Il dibattito in Parlamento.

Al momento del passaggio al legislativo federale, il progetto ha ottenuto una schiacciante maggioranza: 127 sì, 59 no e 10 astenuti al Nazionale; 23 sì, 2 no e 4 astensioni agli Stati. Ciò riflette un sostanziale accordo in merito al principio della modifica, senza la quale peraltro “le entrate fiscali andrebbero all’estero e la Svizzera rimarrebbe a mani vuote”. Le divisioni si registrano semmai sul dettaglio della proposta:

Distribuzione delle entrate. Il compromesso raggiunto da Confederazione, Cantoni e Comuni è stato contestato da singoli parlamentari, secondo i quali la Confederazione dovrebbe ricevere una percentuale maggiore del gettito, distribuendo il resto tra cantoni in modo più uniforme per contrastare ulteriormente la concorrenza fiscale intercantonale. Le maggiori risorse in mano alla Confederazione si potrebbero investire per migliorare ulteriormente le condizioni quadro assicurate alle imprese a livello nazionale.

Paletti. Alcuni chiedevano anche che ai Cantoni fossero imposte direttive precise su come usare i soldi insieme ai Comuni. La maggioranza ha però ritenuto che fosse meglio lasciare una certa libertà, in linea coi principi del federalismo e della sussidiarietà.

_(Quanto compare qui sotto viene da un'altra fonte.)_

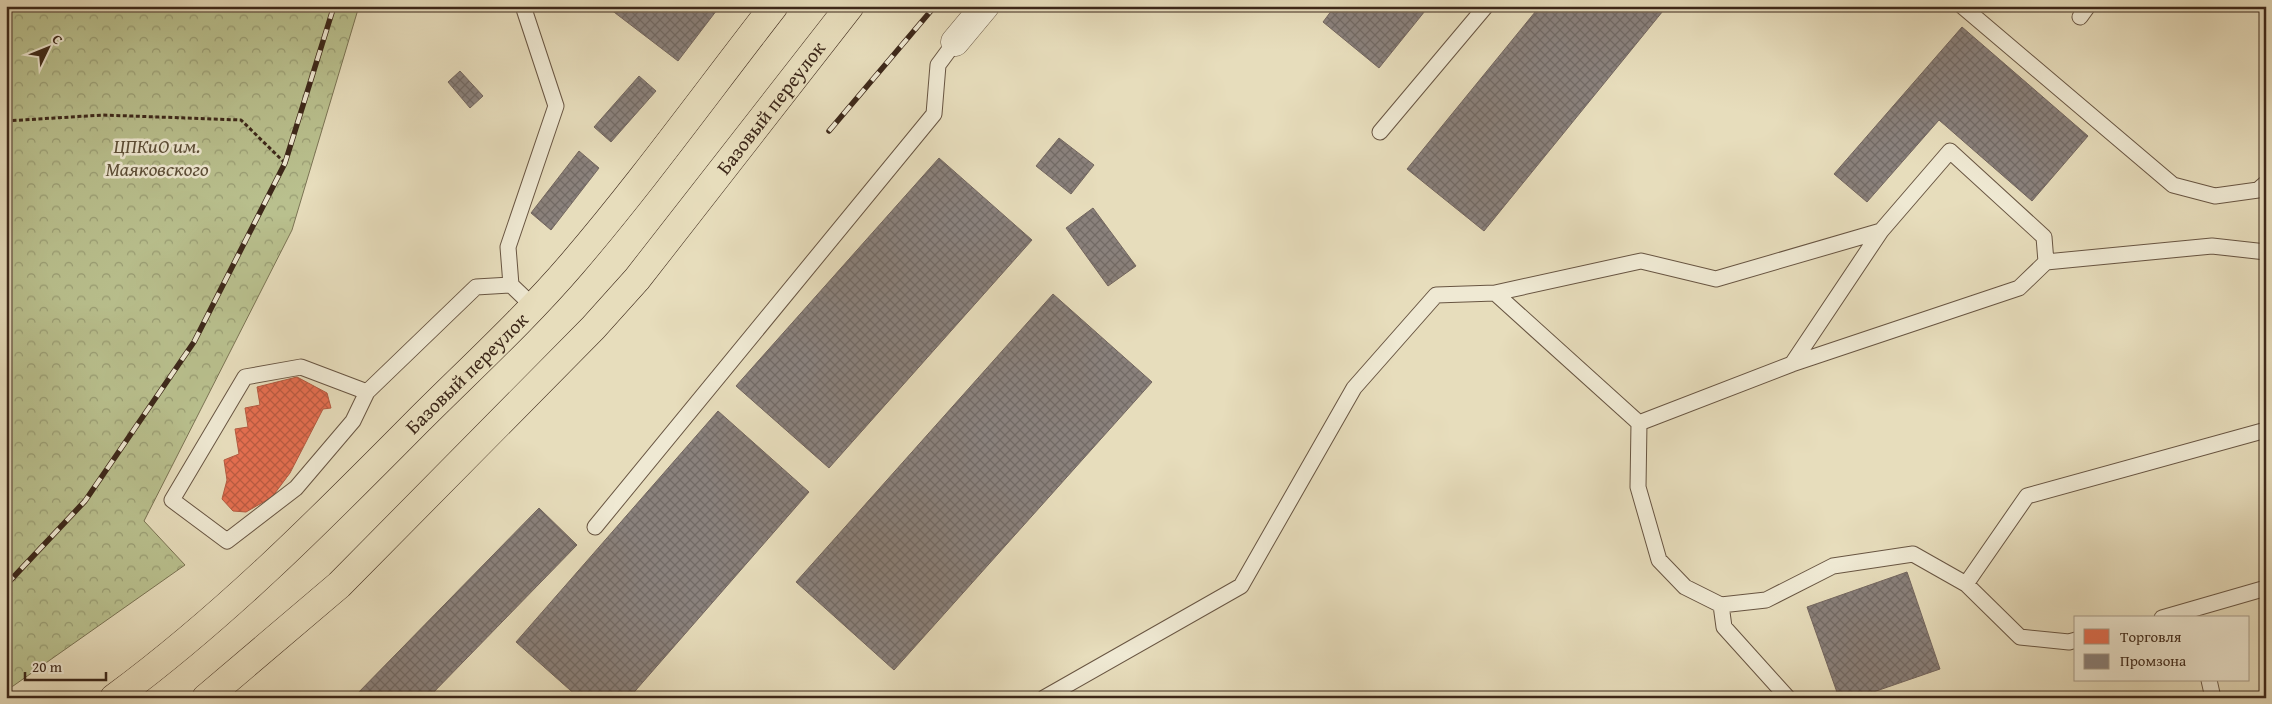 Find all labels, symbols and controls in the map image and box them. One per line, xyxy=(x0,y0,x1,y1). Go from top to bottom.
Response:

In conclusione, Consiglio federale e Parlamento sostengono comunque l’attuazione dell’imposizione minima in quanto “assicura alla Svizzera condizioni quadro stabili, entrate fiscali e posti di lavoro” ed evita che l’imposta aggiuntiva venga riscossa da Stati terzi: “L’intera Svizzera ne trarrà profitto”.

Chi è favorevole?

Il comitato a favore del sì è composto da Udc, Centro, Plr, Evangelici e Verdi liberali. Secondo loro – come secondo il Consiglio federale – il rischio di un’esitazione nell’introduzione della norma permetterebbe ad altri Paesi di incamerare proventi fiscali altrimenti riservati alla Svizzera. Sulla stessa linea sono le associazioni economiche. Numerosi cantoni, città e comuni si sono espressi favorevolmente. I Verdi lasciano invece libertà di voto.

Chi è contrario?

Il comitato del no è composto dal Partito socialista, dall’Unione sindacale svizzera e da AllianceSud, centro di competenza svizzero per la cooperazione internazionale e la politica di sviluppo. Secondo il Ps, l’imposta minima Ocse “soddisfa una rivendicazione che portiamo avanti da anni: le multinazionali devono pagare più imposte, e la loro imposizione deve essere coordinata sul piano internazionale. Ma al tempo stesso, l’attuazione di questa riforma a livello nazionale in Svizzera è problematica: la ripartizione delle entrate supplementari prevista dal progetto non va a beneficio della popolazione e rischia di accentuare la disparità tra i cantoni e di esacerbare ulteriormente la concorrenza fiscale intercantonale”. Al netto della perequazione, cantoni come Zugo incasserebbero in effetti 25 volte più del Ticino.